• [Task requirements]:
Could you please repeat all of the entries exactly as written?

======== Dataset extract

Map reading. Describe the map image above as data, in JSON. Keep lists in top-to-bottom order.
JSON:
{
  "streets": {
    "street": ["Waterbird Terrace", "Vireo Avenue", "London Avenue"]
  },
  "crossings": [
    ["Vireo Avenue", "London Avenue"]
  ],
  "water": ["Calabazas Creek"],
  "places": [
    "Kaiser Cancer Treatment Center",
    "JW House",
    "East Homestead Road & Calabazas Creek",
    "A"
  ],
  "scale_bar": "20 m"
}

================

• [Answer space]:
Map reading. Describe the map image above as data, in JSON. Keep lists in top-to-bottom order.
JSON:
{
  "streets": {
    "street": ["Waterbird Terrace", "Vireo Avenue", "London Avenue"]
  },
  "crossings": [
    ["Vireo Avenue", "London Avenue"]
  ],
  "water": ["Calabazas Creek"],
  "places": [
    "Kaiser Cancer Treatment Center",
    "JW House",
    "East Homestead Road & Calabazas Creek",
    "A"
  ],
  "scale_bar": "20 m"
}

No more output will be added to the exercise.